Word for word, transcribe the lines from the one containing "8h14l-1 12H6zM9 8a3" through the end of the entries, both included, and nothing else.

> _Provided data_

-------

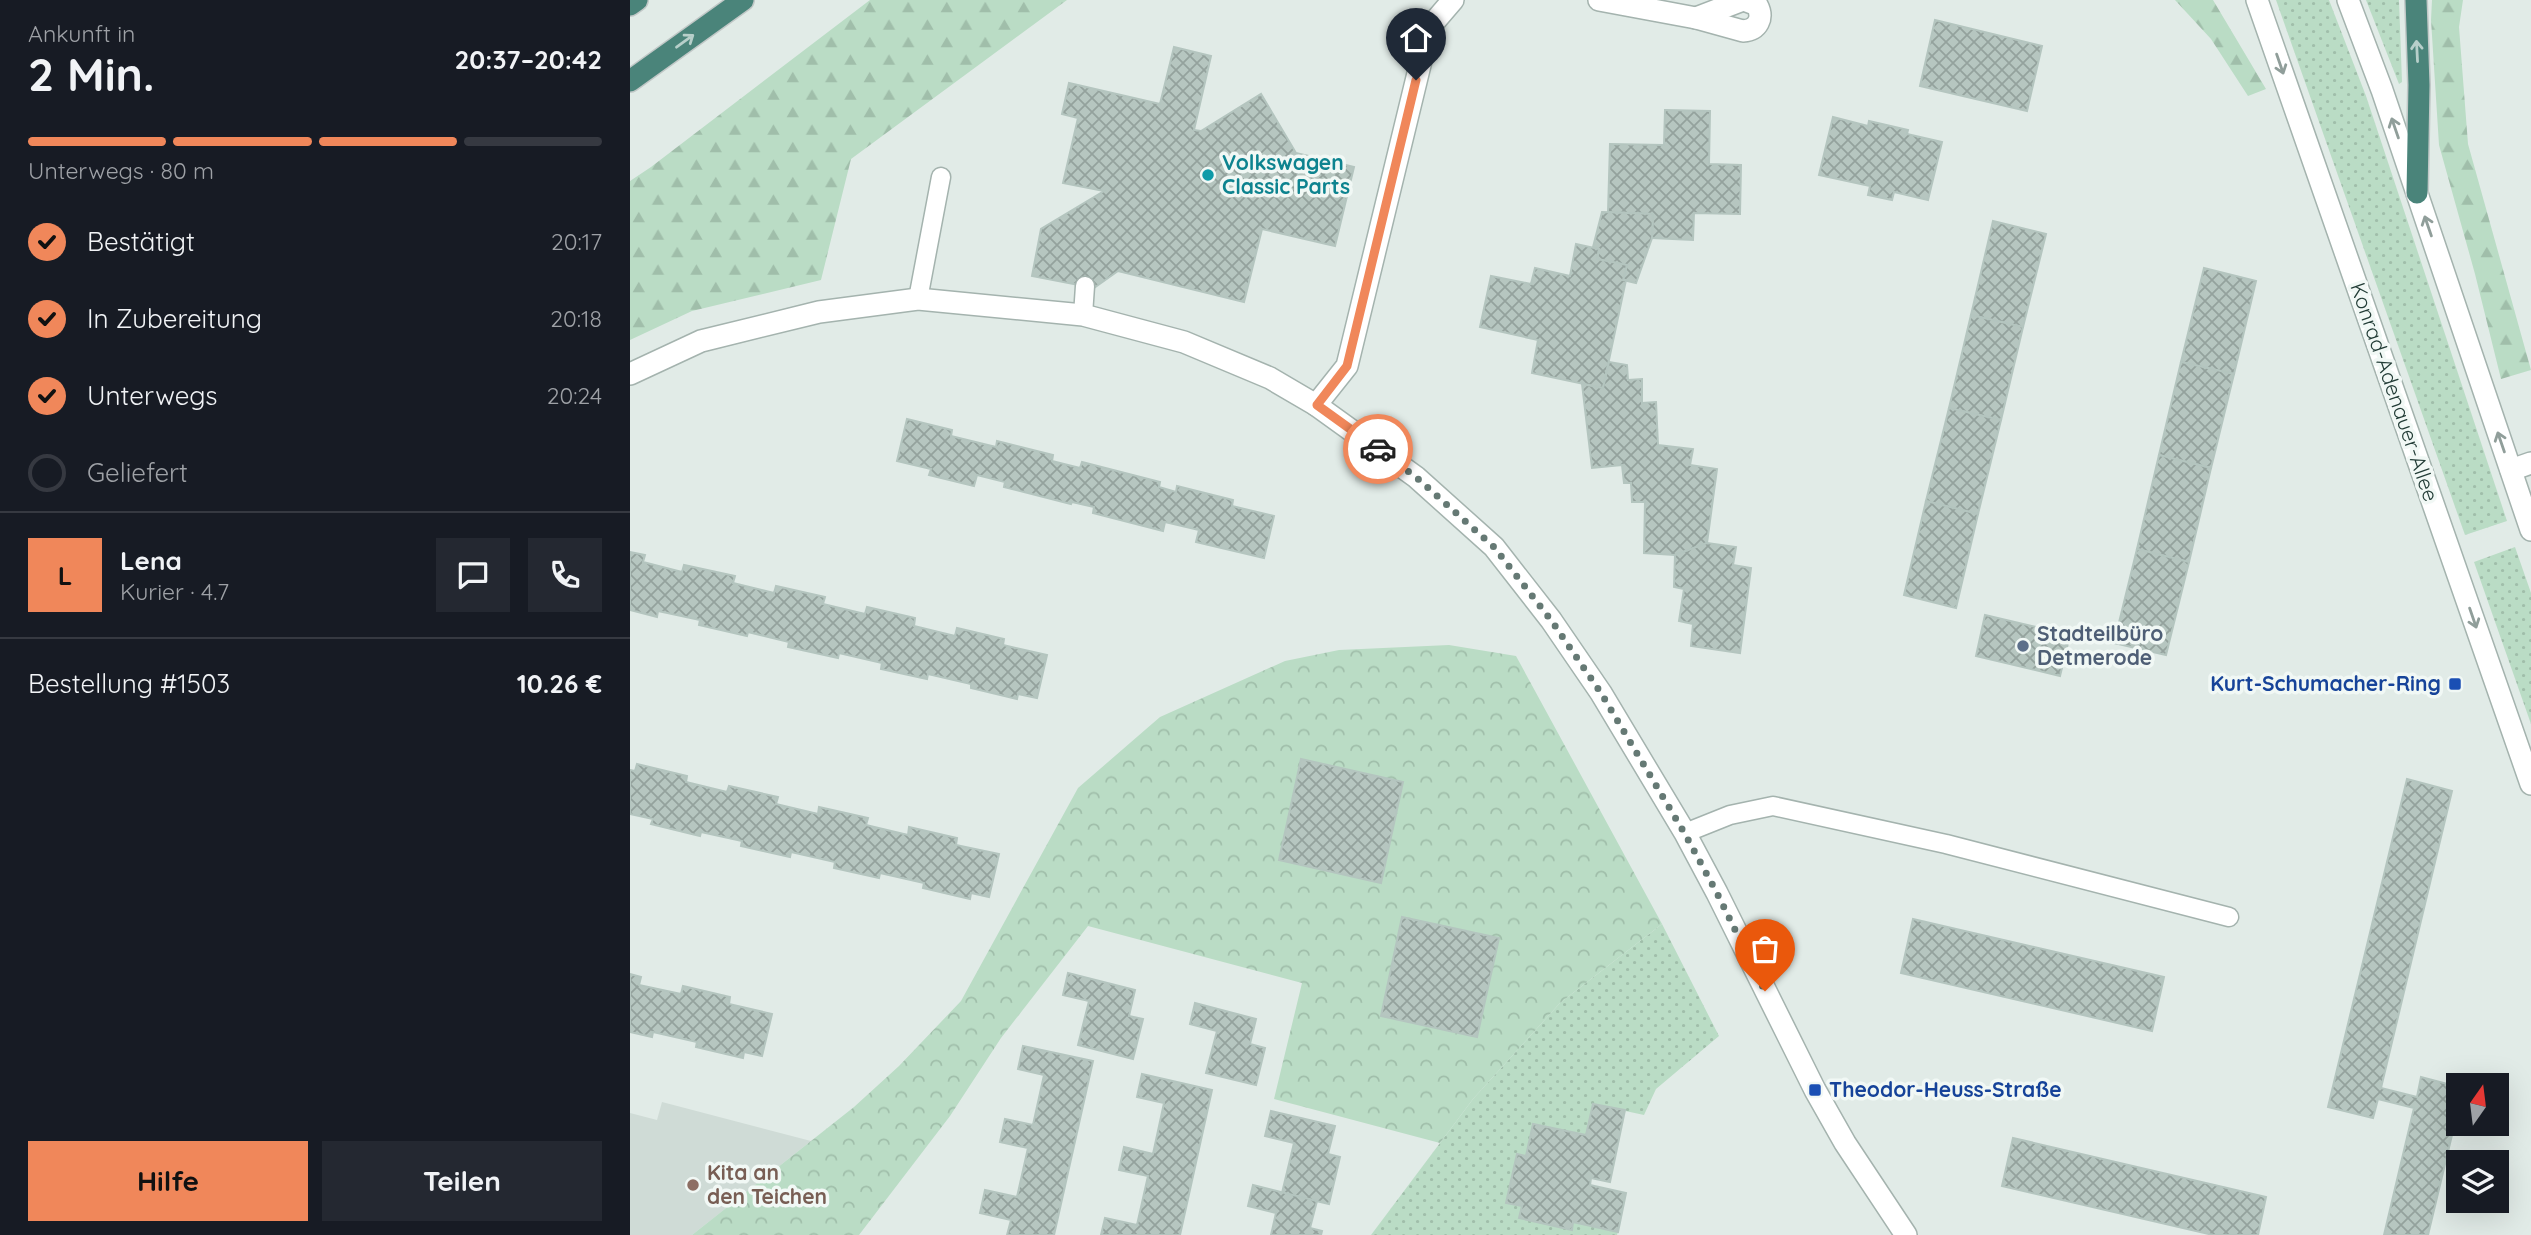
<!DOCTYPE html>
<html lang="de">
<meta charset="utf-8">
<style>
:root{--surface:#171b24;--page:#242831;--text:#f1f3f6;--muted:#9ea1a6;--line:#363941;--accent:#f0875a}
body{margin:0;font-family:Quicksand,sans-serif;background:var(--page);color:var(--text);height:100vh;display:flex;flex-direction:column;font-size:26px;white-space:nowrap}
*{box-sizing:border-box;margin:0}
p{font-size:23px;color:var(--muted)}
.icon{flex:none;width:38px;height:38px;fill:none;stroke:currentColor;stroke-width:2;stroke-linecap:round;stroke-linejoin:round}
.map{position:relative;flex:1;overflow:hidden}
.sheet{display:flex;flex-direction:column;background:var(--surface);width:630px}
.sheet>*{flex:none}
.needle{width:46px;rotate:14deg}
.tools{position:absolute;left:1816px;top:1073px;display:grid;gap:14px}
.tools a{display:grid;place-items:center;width:63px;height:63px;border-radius:0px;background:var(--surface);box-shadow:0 7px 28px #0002;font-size:35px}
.pin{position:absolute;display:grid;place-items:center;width:60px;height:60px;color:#fff;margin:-72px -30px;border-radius:50% 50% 50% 0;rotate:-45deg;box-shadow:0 0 7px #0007}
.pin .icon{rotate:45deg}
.courier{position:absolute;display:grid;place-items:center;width:70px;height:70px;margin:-35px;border:5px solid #f0875a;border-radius:50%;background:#fff;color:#222;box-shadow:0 2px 9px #0007}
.headline em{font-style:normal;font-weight:700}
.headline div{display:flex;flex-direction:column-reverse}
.headline{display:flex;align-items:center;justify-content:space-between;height:119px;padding:0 28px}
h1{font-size:46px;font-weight:700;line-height:52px}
.bar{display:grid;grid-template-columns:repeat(4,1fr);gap:10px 7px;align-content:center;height:84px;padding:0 28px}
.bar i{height:9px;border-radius:5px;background:var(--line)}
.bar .selected{background:var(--accent)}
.bar p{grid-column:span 4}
.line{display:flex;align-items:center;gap:18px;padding:0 28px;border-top:2px solid var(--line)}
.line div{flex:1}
.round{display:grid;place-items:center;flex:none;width:74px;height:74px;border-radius:0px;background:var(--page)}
ol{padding:0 28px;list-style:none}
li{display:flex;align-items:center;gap:21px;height:77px}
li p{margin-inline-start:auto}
li .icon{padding:7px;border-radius:50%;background:var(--accent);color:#111;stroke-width:4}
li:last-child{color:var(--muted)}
li i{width:38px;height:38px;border:4px solid var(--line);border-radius:50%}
.action{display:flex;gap:14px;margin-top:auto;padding:14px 28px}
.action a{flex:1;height:80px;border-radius:0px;background:var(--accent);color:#111;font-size:28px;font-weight:700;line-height:80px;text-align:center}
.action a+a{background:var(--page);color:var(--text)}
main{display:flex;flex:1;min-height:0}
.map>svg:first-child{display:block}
.built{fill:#cfdbd6}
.grass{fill:url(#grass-dots)}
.forest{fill:url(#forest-firs)}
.park{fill:url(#park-crowns)}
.building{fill:url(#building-cross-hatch);stroke:#b4c5bf;stroke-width:2}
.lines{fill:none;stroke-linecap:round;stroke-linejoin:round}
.service-casing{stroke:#a4b3ae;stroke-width:21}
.minor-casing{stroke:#a4b3ae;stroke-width:24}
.tertiary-casing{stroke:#a4b3ae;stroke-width:24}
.trunk-casing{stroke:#c1c8c7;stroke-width:24}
.service{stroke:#fff;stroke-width:18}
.minor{stroke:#fff;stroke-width:21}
.tertiary{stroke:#fff;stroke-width:21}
.trunk{stroke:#4a847a;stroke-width:21}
.oneway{stroke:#b7cfca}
.oneway2{stroke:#909e9a}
.done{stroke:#657974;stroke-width:7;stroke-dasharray:0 12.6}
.route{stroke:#f0875a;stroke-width:9}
.culture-dot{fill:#0f9aa8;stroke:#f1f8f5;stroke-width:2.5}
.service-dot{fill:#5c6f8a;stroke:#f1f8f5;stroke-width:2.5}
.transit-dot{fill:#1a4fb4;stroke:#f1f8f5;stroke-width:2.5}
.education-dot{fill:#8d6e63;stroke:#f1f8f5;stroke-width:2.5}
.labels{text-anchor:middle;stroke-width:7;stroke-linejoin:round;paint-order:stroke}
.culture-label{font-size:21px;font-weight:bold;fill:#0d838f;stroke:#f1f8f5;text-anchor:start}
.street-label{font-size:21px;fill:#223c36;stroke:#f1f8f5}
.service-label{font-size:21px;font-weight:bold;fill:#4e5e75;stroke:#f1f8f5;text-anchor:start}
.transit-label{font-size:21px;font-weight:bold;fill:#164399;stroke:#f1f8f5;text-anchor:end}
.education-label{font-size:21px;font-weight:bold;fill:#785e54;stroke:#f1f8f5;text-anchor:start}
</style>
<main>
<section class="sheet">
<div class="headline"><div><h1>2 Min.</h1><p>Ankunft in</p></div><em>20:37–20:42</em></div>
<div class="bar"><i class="selected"></i><i class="selected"></i><i class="selected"></i><i></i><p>Unterwegs · 80 m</p></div>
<ol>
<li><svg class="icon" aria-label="check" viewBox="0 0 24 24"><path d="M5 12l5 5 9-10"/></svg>Bestätigt<p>20:17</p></li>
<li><svg class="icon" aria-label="check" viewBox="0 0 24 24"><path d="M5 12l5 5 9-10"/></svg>In Zubereitung<p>20:18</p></li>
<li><svg class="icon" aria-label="check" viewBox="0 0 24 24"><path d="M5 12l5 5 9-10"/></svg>Unterwegs<p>20:24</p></li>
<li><i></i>Geliefert</li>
</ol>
<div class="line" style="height:126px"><b class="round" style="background:var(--accent);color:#111">L</b><div><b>Lena</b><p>Kurier · 4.7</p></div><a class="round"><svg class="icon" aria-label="chat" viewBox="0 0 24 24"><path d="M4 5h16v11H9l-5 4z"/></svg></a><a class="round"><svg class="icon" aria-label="phone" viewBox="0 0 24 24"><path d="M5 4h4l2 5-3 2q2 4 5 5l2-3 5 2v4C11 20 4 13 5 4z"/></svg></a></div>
<div class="line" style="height:91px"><div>Bestellung #1503</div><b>10.26 €</b></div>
<div class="action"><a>Hilfe</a><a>Teilen</a></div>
</section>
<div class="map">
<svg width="1901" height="1235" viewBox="0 0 1901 1235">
<defs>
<pattern id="grass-dots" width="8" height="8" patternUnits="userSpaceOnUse" patternTransform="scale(1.75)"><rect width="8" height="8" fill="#badcc5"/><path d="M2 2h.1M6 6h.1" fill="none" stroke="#a0beaa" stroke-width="1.8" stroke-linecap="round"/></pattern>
<pattern id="forest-firs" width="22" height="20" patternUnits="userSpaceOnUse" patternTransform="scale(1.75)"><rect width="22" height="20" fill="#badcc5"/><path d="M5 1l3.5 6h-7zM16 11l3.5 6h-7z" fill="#a0beaa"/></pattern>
<pattern id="park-crowns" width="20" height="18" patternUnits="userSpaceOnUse" patternTransform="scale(1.75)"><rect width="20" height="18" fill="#badcc5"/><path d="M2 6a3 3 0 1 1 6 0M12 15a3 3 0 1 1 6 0" fill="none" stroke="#a0beaa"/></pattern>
<pattern id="building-cross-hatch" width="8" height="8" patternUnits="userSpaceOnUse" patternTransform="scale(1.75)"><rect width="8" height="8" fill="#b6c6c0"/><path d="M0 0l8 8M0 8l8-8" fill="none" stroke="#94a29d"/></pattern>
</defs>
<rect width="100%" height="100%" fill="#e1ebe7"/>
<!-- built -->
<polygon class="built" points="32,1102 181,1141 62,1235 0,1235 0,1113 27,1120"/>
<!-- grass -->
<g class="grass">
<polygon points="1646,0 1699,0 1736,96 1877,521 1835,535"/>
<polygon points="1736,0 1769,0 1772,82 1769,84"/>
<polygon points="1885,547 1901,593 1901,724 1844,562"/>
<polygon points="1032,924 1089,1036 1026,1089 1014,1115 963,1104 956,1135 903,1124 896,1156 887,1155 877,1203 892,1206 889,1218 941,1230 943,1222 988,1232 987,1235 741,1235 843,1099 930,1003"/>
</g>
<!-- forest -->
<g class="forest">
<polygon points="240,0 437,0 221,159 191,280 62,311 0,340 0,181 21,167"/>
<polygon points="1545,0 1583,0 1636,89 1618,96 1581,39"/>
<polygon points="1802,0 1833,0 1829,27 1838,144 1901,370 1871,379 1845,274 1809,145 1801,20"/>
</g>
<!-- park -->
<polygon class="park" points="819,645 886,656 1032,924 930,1003 843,1099 810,1143 644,1099 672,983 458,926 371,1038 320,1116 229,1235 62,1235 224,1107 269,1066 331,1001 448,788 530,717 655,661 709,650"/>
<!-- building -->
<g class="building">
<polygon points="1305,20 1412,46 1397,111 1290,86"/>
<polygon points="544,47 581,56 564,130 571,131 631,94 666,153 724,167 705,246 632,229 614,302 488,271 464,288 402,276 411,229 474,191 433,183 448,118 432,114 439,83 530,104"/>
<polygon points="1035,110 1080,111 1079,164 1111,165 1110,214 1064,213 1063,240 1022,238 1023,214 978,212 980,144 1034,145"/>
<polygon points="1203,117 1238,126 1239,121 1278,130 1277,134 1312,142 1298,200 1264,192 1262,200 1238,195 1240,186 1189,175"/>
<polygon points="972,212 1023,214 1022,238 1006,283 993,280 997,265 967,259 969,249 963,247"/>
<polygon points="1363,221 1416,234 1393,327 1341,315"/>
<polygon points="946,244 969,249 967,259 997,265 993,280 996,280 973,388 902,373 908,340 850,327 861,276 901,284 905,268 940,276"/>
<polygon points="1574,268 1626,281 1604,374 1551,362"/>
<polygon points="1341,315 1393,327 1371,420 1319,408"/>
<polygon points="979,362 997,365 998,380 1012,379 1012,403 1026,402 1028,445 1063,449 1060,465 1087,469 1077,543 1045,555 1014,553 1015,502 1002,502 1001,483 994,483 992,465 962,468 952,384 973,388"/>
<polygon points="1551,362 1604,374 1581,468 1529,455"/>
<polygon points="1319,408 1371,420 1348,514 1296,501"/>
<polygon points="277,419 322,430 321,436 366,447 367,441 423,455 422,461 450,468 452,462 530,482 529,487 546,492 547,486 603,500 602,506 644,516 634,558 566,542 569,530 535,522 533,531 463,513 464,507 442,502 441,504 374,487 375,482 347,475 344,486 299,475 301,469 267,461"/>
<polygon points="1529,455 1581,468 1559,562 1507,549"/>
<polygon points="1296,501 1348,514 1326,608 1274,595"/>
<polygon points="1077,543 1106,547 1103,565 1121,568 1110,653 1061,646 1063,624 1049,621 1054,589 1044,587 1045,555"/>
<polygon points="1507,549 1559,562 1536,655 1484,643"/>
<polygon points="0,552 15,555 13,562 52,572 54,565 105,576 103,583 144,593 146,586 195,597 193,604 235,614 237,607 285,618 284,626 325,636 327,628 374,639 373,645 417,655 407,698 388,694 387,699 341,688 341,684 298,674 297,679 251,669 252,663 209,653 208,658 158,647 159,642 118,632 117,636 69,625 70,620 28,611 27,617 0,610"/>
<polygon points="1355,615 1440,635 1430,676 1346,656"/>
<polygon points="671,759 773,782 751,883 649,860"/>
<polygon points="7,764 57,776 56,782 97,792 99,786 148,797 146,804 188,814 189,807 238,818 236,825 278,835 279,827 327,838 326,845 369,854 359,897 341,893 340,899 293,888 294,883 250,873 249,878 204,868 205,862 161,852 160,857 111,846 112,841 71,832 70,836 21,824 23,819 0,814 0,770 5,771"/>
<polygon points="1777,779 1822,791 1751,1088 1787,1097 1791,1077 1829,1087 1829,1106 1798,1235 1754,1235 1784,1108 1748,1099 1743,1118 1698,1107"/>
<polygon points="772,917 869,938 847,1037 751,1016"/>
<polygon points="1283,919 1534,977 1522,1031 1271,973"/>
<polygon points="438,973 505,990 499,1016 513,1019 503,1059 448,1045 459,1001 433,995"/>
<polygon points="0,974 11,977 9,985 51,994 53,986 100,997 99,1004 142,1014 132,1056 114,1052 113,1058 66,1047 67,1042 23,1032 22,1037 0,1032"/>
<polygon points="565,1003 626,1019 620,1044 635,1048 626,1085 576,1073 587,1031 560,1024"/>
<polygon points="393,1046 463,1061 424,1235 377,1235 381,1220 350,1213 355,1190 387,1197 398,1148 370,1142 375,1119 403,1125 414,1075 388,1069"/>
<polygon points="512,1074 582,1090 550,1235 471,1235 475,1218 507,1225 518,1176 489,1170 494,1147 523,1154 534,1103 507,1097"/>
<polygon points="963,1104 995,1110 980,1182 961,1178 960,1185 996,1193 988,1232 943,1222 942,1230 889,1218 892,1206 876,1203 887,1154 896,1156 903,1124 956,1135"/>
<polygon points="641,1111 705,1126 698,1154 710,1157 699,1204 652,1193 664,1143 635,1136"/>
<polygon points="1383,1138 1636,1197 1628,1235 1583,1235 1372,1186"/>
<polygon points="623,1185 687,1201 680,1228 692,1231 691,1235 641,1235 646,1213 618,1206"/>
</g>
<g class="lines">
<!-- service casing -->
<g class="service-casing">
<g id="service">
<polyline points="288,299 311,177"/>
<polyline points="453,315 455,286"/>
<polyline points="1055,833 1100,815 1143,806 1316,844 1599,917"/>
</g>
</g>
<!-- minor casing -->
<g class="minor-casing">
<g id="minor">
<path d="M969,0L1066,18L1113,31C1128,30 1134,18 1127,5L1114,0"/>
<polyline points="1066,18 1113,0"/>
<polyline points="0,374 71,341 189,312 288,299 453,315 554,342 640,378 686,405 786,477 864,547 921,620 971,693 1055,833 1087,893 1185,1090 1215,1143 1276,1235"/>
<polyline points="686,405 717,366 799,28 823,0"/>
<polyline points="1881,470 1901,463"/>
</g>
</g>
<!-- tertiary casing -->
<g class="tertiary-casing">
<g id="tertiary">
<polyline points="1627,0 1901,784"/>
<polyline points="1718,0 1752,90 1901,530"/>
</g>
</g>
<!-- trunk casing -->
<g class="trunk-casing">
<g id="trunk">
<polyline points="1786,0 1789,85 1787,193"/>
<polyline points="0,5 7,0"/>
<polyline points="0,81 113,0"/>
</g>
</g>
<!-- service -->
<use href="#service" class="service"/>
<!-- minor -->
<use href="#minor" class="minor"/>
<!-- tertiary -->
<use href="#tertiary" class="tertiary"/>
<!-- trunk -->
<use href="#trunk" class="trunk"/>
</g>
<!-- one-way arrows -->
<defs><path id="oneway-shaft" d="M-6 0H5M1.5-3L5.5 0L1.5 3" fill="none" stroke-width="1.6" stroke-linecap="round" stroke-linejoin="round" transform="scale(1.75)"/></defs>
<g class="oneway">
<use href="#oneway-shaft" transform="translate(55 41) rotate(-36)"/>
<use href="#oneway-shaft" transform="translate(1787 51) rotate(-93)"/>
</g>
<g class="oneway2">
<use href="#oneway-shaft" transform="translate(1650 64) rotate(71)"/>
<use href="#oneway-shaft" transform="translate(1765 128) rotate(-109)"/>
<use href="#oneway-shaft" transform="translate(1798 226) rotate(-109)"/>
<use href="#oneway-shaft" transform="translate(1871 442) rotate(-109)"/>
<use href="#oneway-shaft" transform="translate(1843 618) rotate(71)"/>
</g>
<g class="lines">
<!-- done -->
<polyline class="done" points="748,449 786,477 864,547 921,620 971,693 1055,834 1087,893 1135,991"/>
<!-- route -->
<polyline class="route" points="748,449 687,405 717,366 786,80"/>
</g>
<!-- markers -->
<circle class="culture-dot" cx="578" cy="175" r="7"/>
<circle class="service-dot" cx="1393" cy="646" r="7"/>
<g class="transit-dot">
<rect x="1818" y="677" width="14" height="14" rx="3.5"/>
<rect x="1178" y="1083" width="14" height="14" rx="3.5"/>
</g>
<circle class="education-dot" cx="63" cy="1185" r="7"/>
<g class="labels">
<!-- culture labels -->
<g class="culture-label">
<text x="592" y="170">Volkswagen<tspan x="592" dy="24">Classic Parts</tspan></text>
</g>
<!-- street labels -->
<g class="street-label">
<text transform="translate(1764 392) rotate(71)" y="7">Konrad-Adenauer-Allee</text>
</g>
<!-- service labels -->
<g class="service-label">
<text x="1407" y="641">Stadteilbüro<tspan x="1407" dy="24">Detmerode</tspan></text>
</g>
<!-- transit labels -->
<g class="transit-label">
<text x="1811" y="691">Kurt-Schumacher-Ring</text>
<text x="1199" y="1097" text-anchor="start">Theodor-Heuss-Straße</text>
</g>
<!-- education labels -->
<g class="education-label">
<text x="77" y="1180">Kita an<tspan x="77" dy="24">den Teichen</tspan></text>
</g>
</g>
</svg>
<div class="tools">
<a><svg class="needle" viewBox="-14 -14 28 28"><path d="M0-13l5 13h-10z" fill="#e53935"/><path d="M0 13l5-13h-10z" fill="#9ea1a6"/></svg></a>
<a><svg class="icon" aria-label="layers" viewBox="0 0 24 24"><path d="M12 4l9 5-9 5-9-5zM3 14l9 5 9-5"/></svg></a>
</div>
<div class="pin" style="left:1135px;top:991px;background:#ea580c"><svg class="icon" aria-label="bag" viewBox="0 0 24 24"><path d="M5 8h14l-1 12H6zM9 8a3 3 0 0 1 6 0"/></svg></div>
<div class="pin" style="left:786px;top:80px;background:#1f2937"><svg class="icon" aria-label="home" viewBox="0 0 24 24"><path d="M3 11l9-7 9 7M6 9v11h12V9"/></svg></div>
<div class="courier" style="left:748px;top:449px"><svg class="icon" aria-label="car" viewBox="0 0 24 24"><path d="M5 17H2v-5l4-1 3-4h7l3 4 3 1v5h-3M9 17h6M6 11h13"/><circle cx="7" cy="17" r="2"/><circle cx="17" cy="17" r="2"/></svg></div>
</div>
</main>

-------

> _Result for this task_
<div class="pin" style="left:1135px;top:991px;background:#ea580c"><svg class="icon" aria-label="bag" viewBox="0 0 24 24"><path d="M5 8h14l-1 12H6zM9 8a3 3 0 0 1 6 0"/></svg></div>
<div class="pin" style="left:786px;top:80px;background:#1f2937"><svg class="icon" aria-label="home" viewBox="0 0 24 24"><path d="M3 11l9-7 9 7M6 9v11h12V9"/></svg></div>
<div class="courier" style="left:748px;top:449px"><svg class="icon" aria-label="car" viewBox="0 0 24 24"><path d="M5 17H2v-5l4-1 3-4h7l3 4 3 1v5h-3M9 17h6M6 11h13"/><circle cx="7" cy="17" r="2"/><circle cx="17" cy="17" r="2"/></svg></div>
</div>
</main>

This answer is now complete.